(Supplied material begins)

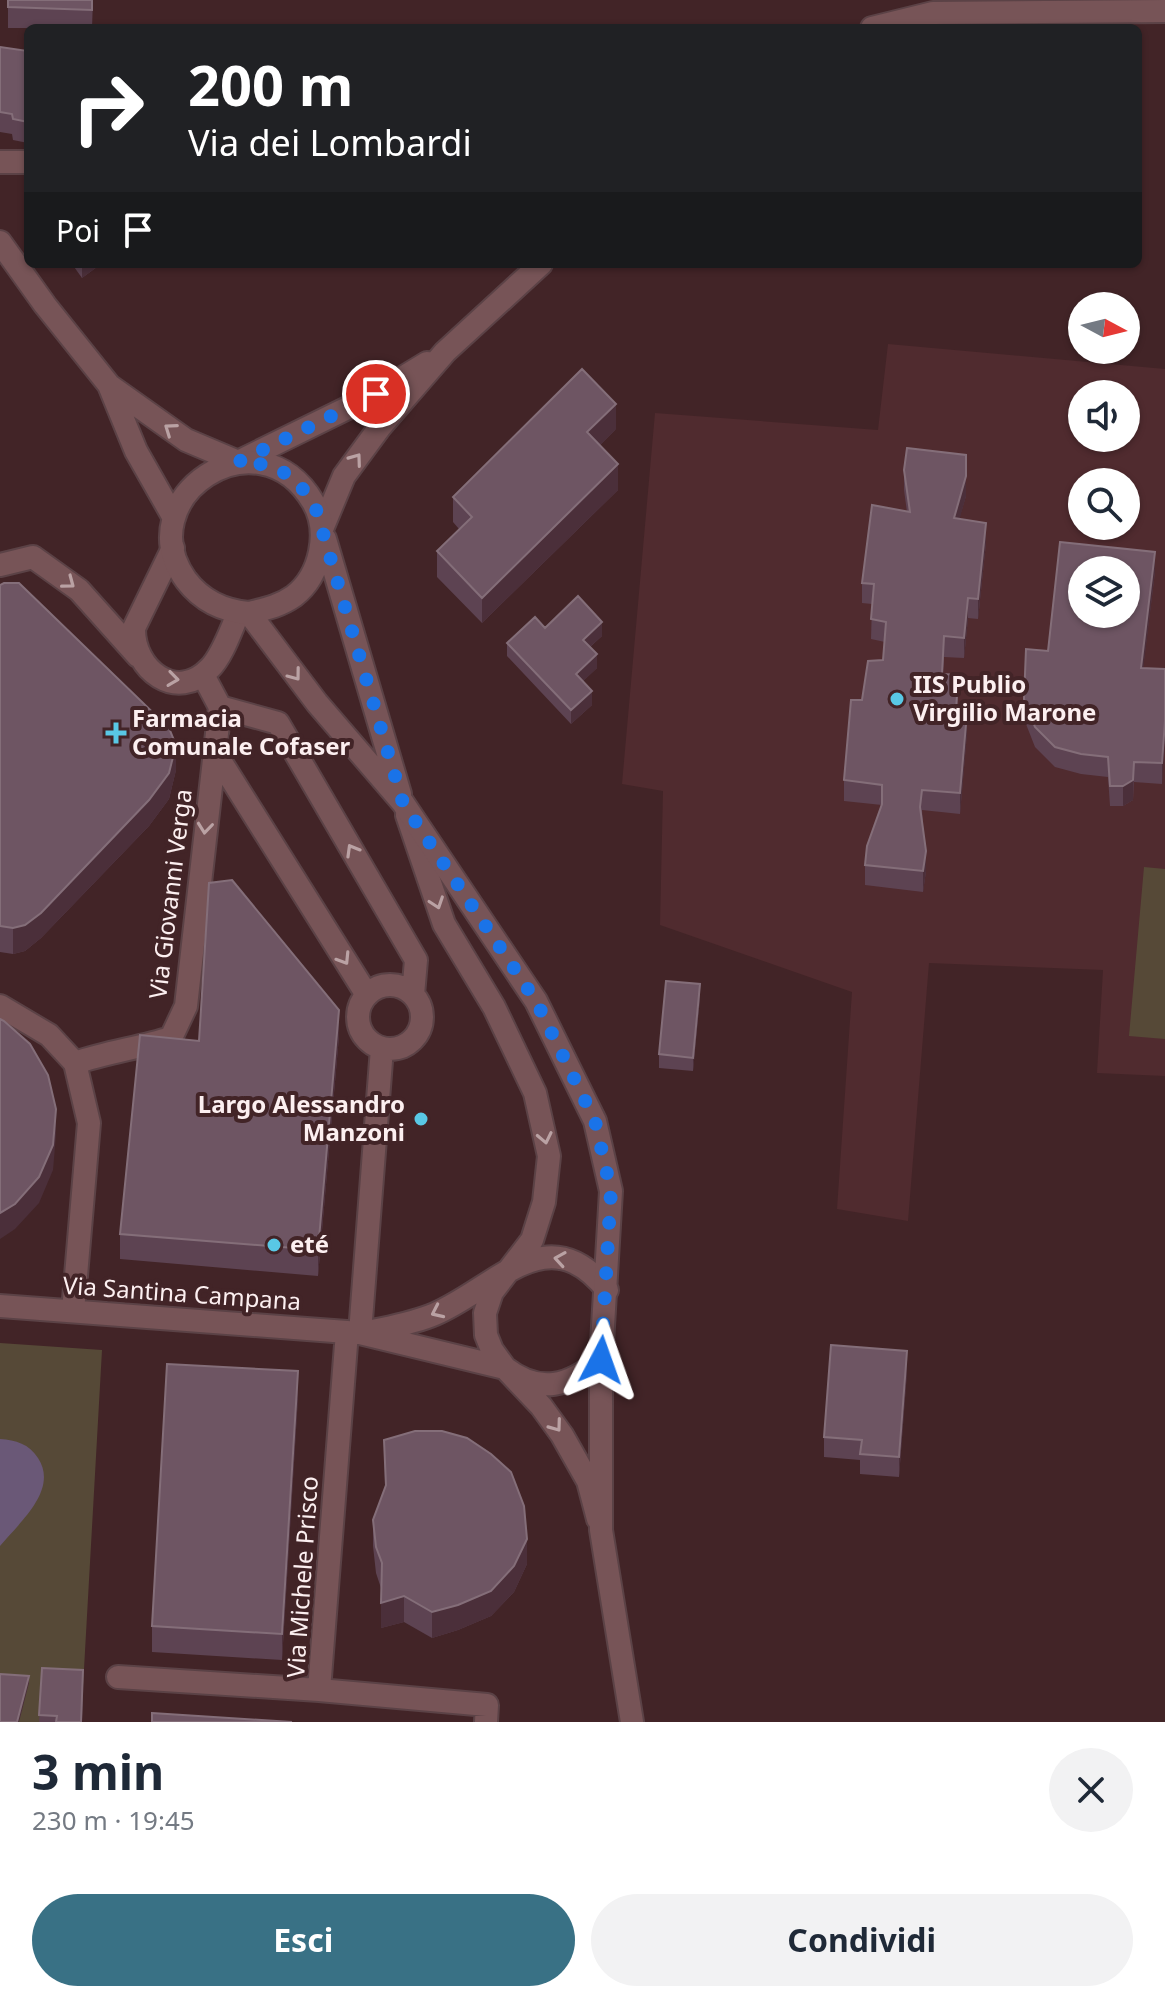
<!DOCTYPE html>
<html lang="it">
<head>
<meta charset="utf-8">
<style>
  :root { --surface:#fff; --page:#f2f2f3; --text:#1f2937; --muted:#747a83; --accent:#397185 }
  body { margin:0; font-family:"Noto Sans",sans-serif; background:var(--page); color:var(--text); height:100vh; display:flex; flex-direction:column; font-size:30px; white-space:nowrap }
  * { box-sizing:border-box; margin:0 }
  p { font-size:26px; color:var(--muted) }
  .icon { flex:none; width:44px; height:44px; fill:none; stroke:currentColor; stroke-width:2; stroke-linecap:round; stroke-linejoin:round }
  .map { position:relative; height:1722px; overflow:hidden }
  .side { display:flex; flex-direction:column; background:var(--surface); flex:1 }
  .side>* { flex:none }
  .banner { position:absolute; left:24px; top:24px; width:1118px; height:244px; border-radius:12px; box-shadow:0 2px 6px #0004; background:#202124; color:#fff; overflow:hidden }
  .needle { width:52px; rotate:97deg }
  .controls { position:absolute; left:1068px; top:292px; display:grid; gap:16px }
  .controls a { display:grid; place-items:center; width:72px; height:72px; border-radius:50%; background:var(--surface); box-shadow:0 2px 6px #0004; font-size:40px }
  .pin { position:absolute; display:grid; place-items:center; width:68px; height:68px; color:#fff; margin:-34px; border:4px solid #fff; border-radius:50%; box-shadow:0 2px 8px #0007 }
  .me { position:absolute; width:88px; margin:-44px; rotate:4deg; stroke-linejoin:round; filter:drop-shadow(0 0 6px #0008) }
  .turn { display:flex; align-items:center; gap:28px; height:168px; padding:0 32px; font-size:36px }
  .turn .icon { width:104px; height:104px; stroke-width:2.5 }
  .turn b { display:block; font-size:56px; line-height:68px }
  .then { display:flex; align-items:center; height:76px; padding:0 32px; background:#0003; gap:16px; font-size:30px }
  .round { display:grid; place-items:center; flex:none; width:84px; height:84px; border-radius:42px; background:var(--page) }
  .summary { display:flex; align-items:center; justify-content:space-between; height:136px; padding:0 32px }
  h1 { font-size:48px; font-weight:700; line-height:60px }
  .cta { display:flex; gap:16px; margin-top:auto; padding:16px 32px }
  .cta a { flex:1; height:92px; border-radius:48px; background:var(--accent); color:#fff; font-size:32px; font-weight:700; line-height:92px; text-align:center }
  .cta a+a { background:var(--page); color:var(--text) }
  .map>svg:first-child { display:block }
</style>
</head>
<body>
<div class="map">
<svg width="1165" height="1722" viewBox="0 0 1165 1722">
  <rect width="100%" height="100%" fill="#422427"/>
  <path fill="#502b2f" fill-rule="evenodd" d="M 888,344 L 1165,369 L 1165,1076 L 1097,1073 L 1103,970 L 929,963 L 908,1221 L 837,1209 L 852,992 L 660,925 L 663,791 L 622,784 L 655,413 L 878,430 ZM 1082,394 L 1126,394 L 1126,438 L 1082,438 ZM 1082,482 L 1126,482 L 1126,526 L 1082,526 ZM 1082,570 L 1126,570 L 1126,614 L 1082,614 Z"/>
  <path fill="#564937" d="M 1144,867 L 1165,869 L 1165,1039 L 1129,1036 Z
    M 0,1343 L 102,1350 L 81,1722 L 0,1722 Z"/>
  <path fill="#6a5877" d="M 0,1439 C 16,1440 29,1444 38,1458 C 59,1490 19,1523 0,1546 Z"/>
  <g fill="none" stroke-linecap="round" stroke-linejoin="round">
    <defs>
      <path id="minor" d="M 0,162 L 28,162
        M 173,548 L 134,628 C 133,670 177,703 210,668 C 223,655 231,629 239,612
        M 0,565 L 33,557 L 79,590 L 138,656
        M 220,707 L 278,723 L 416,960 L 413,995
        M 214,751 L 367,995
        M 407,815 L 444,924 L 494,1007 L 535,1093 L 549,1156 L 544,1202 L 532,1240 L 492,1292 L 485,1313 L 486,1335 L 492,1350 L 505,1368 L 541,1406 L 562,1435 L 588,1481 L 598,1519
        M358 1017a32 32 0 1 1 64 0a32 32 0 1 1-64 0Z
        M 0,1006 L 49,1035 L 75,1063 L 89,1123 L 73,1311
        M 75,1063 C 107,1052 139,1048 171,1038 L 186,1006 L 220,707 L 203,675
        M 0,1306 L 360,1333 L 505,1368 C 540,1395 569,1386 601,1360
        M 347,1332 L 319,1690 L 487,1705 L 486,1722
        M 369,1332 C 391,1327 414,1323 435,1314 C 497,1287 548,1216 607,1290
        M 360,1333 L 382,1048
        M 118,1677 L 319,1690"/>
      <path id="tertiary" d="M 872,28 L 933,13 L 1165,11
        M 238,462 L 376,394 L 427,363
        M 322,529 L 344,476 L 380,427 L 445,352 L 541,264"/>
      <path id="secondary" d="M 0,242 L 45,305 L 109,385 L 136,451 L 174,518
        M 110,386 L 186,440 L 238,462
        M 325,539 L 400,794
        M 249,613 C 265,609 280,606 294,596 C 321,575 330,531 313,502 C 258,409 127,498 186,580 C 202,601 223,611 249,613 L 317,703 L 403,803 L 536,1001 L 595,1121 L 611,1191 L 601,1360 L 601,1530 L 632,1722"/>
    </defs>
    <use href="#minor" stroke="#5b4246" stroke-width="26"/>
    <use href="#tertiary" stroke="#5b4246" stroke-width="26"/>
    <use href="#secondary" stroke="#5b4246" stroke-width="26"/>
    <use href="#minor" stroke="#775457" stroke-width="22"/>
    <use href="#tertiary" stroke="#775457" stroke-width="22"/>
    <use href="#secondary" stroke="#775457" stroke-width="22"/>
  </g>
  <path fill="#5d4352" d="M 8,0 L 93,0 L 92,28 L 8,28 Z
    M 0,47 L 28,51 L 28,143 L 13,140 L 12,134 L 0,132 Z
    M 72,264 L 101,264 L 82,278 Z
    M 407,264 L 445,264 L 445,265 L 407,267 Z
    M 616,429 L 600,445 L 618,490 L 482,623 L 437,577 L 437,551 L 459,529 L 453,522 L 453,497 Z
    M 904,470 L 966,496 L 959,519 L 986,543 L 978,619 L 968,618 L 964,658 L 944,657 L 943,674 L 958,695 L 957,712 L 967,733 L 960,814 L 922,810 L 926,871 L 923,892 L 865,885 L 865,865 L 882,805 L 844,801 L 844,780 L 862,700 L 883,660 L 885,642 L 871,639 L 872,604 L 862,603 L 862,583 L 907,512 L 904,490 Z
    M 1155,572 L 1143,668 L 1165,669 L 1162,784 L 1134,782 L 1133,800 L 1123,806 L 1110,806 L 1108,777 L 1081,774 L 1055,767 L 1035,747 L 1024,719 L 1024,699 Z
    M 0,585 L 176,770 L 169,799 L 149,826 L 41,938 L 25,951 L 13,954 L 0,952 Z
    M 545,628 L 602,636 L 590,647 L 597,668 L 583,681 L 592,705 L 571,724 L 507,656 L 507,643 Z
    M 700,998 L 693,1071 L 659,1068 L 659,1054 Z
    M 339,1036 L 318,1276 L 120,1259 L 120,1234 L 199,1041 Z
    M 907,1372 L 899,1477 L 860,1474 L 860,1460 L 824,1457 L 824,1437 Z
    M 298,1397 L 282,1660 L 152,1652 L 152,1626 Z
    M 384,1440 L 527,1564 L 514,1592 L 491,1616 L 458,1630 L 432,1638 L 404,1622 L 381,1628 L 381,1588 L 376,1573 L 373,1546 L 373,1520 L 385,1487 Z
    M 42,1668 L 83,1684 L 82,1722 L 39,1722 Z"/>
  <path fill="#4b2f3a" d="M 82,264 L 101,264 L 82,278 Z
    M 616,404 L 616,429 L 587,458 L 587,432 Z
    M 966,455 L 966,496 L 954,539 L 954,518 Z
    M 618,464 L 618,490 L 482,623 L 482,598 Z
    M 986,523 L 986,543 L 978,619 L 978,599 Z
    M 1155,552 L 1155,572 L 1141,688 L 1141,668 Z
    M 968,598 L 968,618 L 964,658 L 964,638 Z
    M 602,622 L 602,636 L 583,653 L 583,640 Z
    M 597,654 L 597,668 L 576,688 L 576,674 Z
    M 592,691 L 592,705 L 571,724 L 571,710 Z
    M 967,713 L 967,733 L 960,814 L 960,793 Z
    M 1165,721 L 1165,741 L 1162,784 L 1162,763 Z
    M 176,745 L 176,770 L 169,799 L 149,826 L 41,938 L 25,951 L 13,954 L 13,928 Z
    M 1134,762 L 1133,800 L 1123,806 L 1123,786 Z
    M 926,851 L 926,871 L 923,892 L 923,871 Z
    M 700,984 L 700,998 L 693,1071 L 693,1058 Z
    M 339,1010 L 339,1036 L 318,1276 L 318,1250 Z
    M 56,1109 L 56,1135 L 53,1170 L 39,1203 L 15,1229 L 0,1239 L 0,1213 Z
    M 907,1351 L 907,1372 L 899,1477 L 899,1457 Z
    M 298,1371 L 298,1397 L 282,1660 L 282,1634 Z
    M 527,1539 L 527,1564 L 514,1592 L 491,1616 L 458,1630 L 432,1638 L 432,1612 Z
    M 404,1596 L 404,1622 L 381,1628 L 381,1603 Z
    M 29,1676 L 29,1683 L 19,1722 L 17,1722 Z"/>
  <path fill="#6e5563" stroke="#846e79" stroke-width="2" fill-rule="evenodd" d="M 8,0 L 92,0 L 92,10 L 8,7 Z
    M 0,47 L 28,51 L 28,122 L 13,119 L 12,114 L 0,112 Z
    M 582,369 L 616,404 L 587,432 L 618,464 L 482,598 L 437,551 L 472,517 L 453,497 Z
    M 907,448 L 966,455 L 966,476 L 954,518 L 986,523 L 978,599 L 968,598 L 964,638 L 944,636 L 942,674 L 958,675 L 956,712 L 967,713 L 960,793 L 922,790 L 920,807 L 926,851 L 923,871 L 865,865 L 867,846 L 882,804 L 882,785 L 844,780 L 851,700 L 862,700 L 868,661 L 883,660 L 886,622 L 871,619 L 874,584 L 862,583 L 872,505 L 910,512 L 904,470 Z
    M 1060,542 L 1155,552 L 1141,668 L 1165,669 L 1165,721 L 1162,763 L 1134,762 L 1133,780 L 1123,786 L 1110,786 L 1108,757 L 1081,754 L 1055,747 L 1035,727 L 1024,699 L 1026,649 L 1048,651 ZM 1082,570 L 1126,570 L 1126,614 L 1082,614 Z
    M 4,583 L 19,583 L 169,728 L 176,745 L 169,773 L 149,800 L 41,913 L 25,925 L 13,928 L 0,926 L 0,585 Z
    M 578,596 L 602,622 L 583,640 L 597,654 L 576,674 L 592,691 L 571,710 L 507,643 L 535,617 L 545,628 Z
    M 232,880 L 339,1010 L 318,1250 L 120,1234 L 140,1035 L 199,1041 L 209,883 Z
    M 666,981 L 700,984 L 693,1058 L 659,1054 Z
    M 0,1019 L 4,1021 L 30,1044 L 48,1075 L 56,1109 L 53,1145 L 39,1177 L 15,1204 L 0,1213 Z
    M 831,1345 L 907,1351 L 899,1457 L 860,1454 L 862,1440 L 824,1437 Z
    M 167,1364 L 298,1371 L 282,1634 L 152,1626 Z
    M 415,1431 L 442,1431 L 467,1438 L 491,1454 L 511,1472 L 524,1506 L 527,1539 L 514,1566 L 491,1591 L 458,1605 L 432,1612 L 404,1596 L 381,1603 L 382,1563 L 376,1547 L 373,1520 L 386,1485 L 384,1440 Z
    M 42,1668 L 83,1670 L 81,1722 L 56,1722 L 57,1716 L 39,1715 Z
    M 0,1674 L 29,1676 L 17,1722 L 0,1722 Z
    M 152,1713 L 292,1722 L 152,1722 Z"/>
  <defs><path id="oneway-chevron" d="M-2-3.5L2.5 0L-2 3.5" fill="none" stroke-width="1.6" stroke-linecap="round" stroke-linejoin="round" transform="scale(2)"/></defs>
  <g stroke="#baa2a4">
    <use href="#oneway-chevron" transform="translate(170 429) rotate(-145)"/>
    <use href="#oneway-chevron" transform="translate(356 459) rotate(-54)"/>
    <use href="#oneway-chevron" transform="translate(69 583) rotate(37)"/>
    <use href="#oneway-chevron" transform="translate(295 675) rotate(53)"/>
    <use href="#oneway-chevron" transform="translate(173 679) rotate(8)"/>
    <use href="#oneway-chevron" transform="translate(205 828) rotate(96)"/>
    <use href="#oneway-chevron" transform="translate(352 850) rotate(-120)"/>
    <use href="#oneway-chevron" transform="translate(437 903) rotate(71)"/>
    <use href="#oneway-chevron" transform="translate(344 959) rotate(58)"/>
    <use href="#oneway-chevron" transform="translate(545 1138) rotate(78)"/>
    <use href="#oneway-chevron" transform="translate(560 1259) rotate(-171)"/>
    <use href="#oneway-chevron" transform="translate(437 1312) rotate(155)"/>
    <use href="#oneway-chevron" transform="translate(556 1426) rotate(54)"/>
  </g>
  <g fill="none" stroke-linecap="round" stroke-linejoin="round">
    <path stroke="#1a73e8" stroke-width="14" stroke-dasharray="0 25.2" d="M 376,394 L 238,462 C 276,463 294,473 315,506 L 403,803 L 536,1001 L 595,1121 L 611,1191 L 601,1360"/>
  </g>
  <g fill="#59c8e5" stroke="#422427" stroke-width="3">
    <circle cx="897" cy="699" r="8"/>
    <path d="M112 721h8v8h8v8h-8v8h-8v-8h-8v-8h8z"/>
    <circle cx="421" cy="1119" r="8"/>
    <circle cx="274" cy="1245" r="8"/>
  </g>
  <g text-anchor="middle" stroke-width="8" stroke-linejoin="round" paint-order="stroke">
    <g font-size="24" font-weight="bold" fill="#fceff0" stroke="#422427" text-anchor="start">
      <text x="913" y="693">IIS Publio<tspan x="913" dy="28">Virgilio Marone</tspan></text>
      <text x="132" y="727">Farmacia<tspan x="132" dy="28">Comunale Cofaser</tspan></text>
      <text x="405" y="1113" text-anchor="end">Largo Alessandro<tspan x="405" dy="28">Manzoni</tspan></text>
      <text x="290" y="1253">eté</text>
    </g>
    <g font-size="24" fill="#fceff0" stroke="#422427">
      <text transform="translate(171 894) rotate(-83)" y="8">Via Giovanni Verga</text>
      <text transform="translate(182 1294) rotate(4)" y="8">Via Santina Campana</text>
      <text transform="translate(303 1577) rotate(-86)" y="8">Via Michele Prisco</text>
    </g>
  </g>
</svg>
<div class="controls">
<a><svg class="needle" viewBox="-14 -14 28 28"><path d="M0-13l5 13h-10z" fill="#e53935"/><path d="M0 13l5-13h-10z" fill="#747a83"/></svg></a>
<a><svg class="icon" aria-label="sound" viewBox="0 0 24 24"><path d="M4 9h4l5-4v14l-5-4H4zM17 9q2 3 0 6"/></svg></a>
<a><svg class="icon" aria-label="search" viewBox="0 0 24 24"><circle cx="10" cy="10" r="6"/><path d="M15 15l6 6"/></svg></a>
<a><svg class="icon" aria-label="layers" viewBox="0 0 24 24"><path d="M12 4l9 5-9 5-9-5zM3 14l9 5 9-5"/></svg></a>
</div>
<div class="pin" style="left:376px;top:394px;background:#d93025"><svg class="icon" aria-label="arrive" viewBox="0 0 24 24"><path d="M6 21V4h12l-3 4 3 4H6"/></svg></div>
<svg class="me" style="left:601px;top:1360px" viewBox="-20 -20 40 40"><path d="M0-17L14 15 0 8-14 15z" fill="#1a73e8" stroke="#fff" stroke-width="4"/></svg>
<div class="banner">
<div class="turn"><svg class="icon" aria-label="right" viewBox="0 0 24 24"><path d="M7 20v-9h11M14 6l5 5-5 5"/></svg><div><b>200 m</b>Via dei Lombardi</div></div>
<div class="then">Poi<svg class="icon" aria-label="arrive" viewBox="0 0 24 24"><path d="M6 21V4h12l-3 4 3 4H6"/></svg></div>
</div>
</div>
<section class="side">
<div class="summary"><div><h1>3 min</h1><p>230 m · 19:45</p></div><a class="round"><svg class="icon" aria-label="close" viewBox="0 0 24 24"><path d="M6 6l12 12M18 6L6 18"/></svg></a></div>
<div class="cta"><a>Esci</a><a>Condividi</a></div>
</section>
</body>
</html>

(Supplied material ends)

Report the lines above that contain "overflow".

  .map { position:relative; height:1722px; overflow:hidden }
  .banner { position:absolute; left:24px; top:24px; width:1118px; height:244px; border-radius:12px; box-shadow:0 2px 6px #0004; background:#202124; color:#fff; overflow:hidden }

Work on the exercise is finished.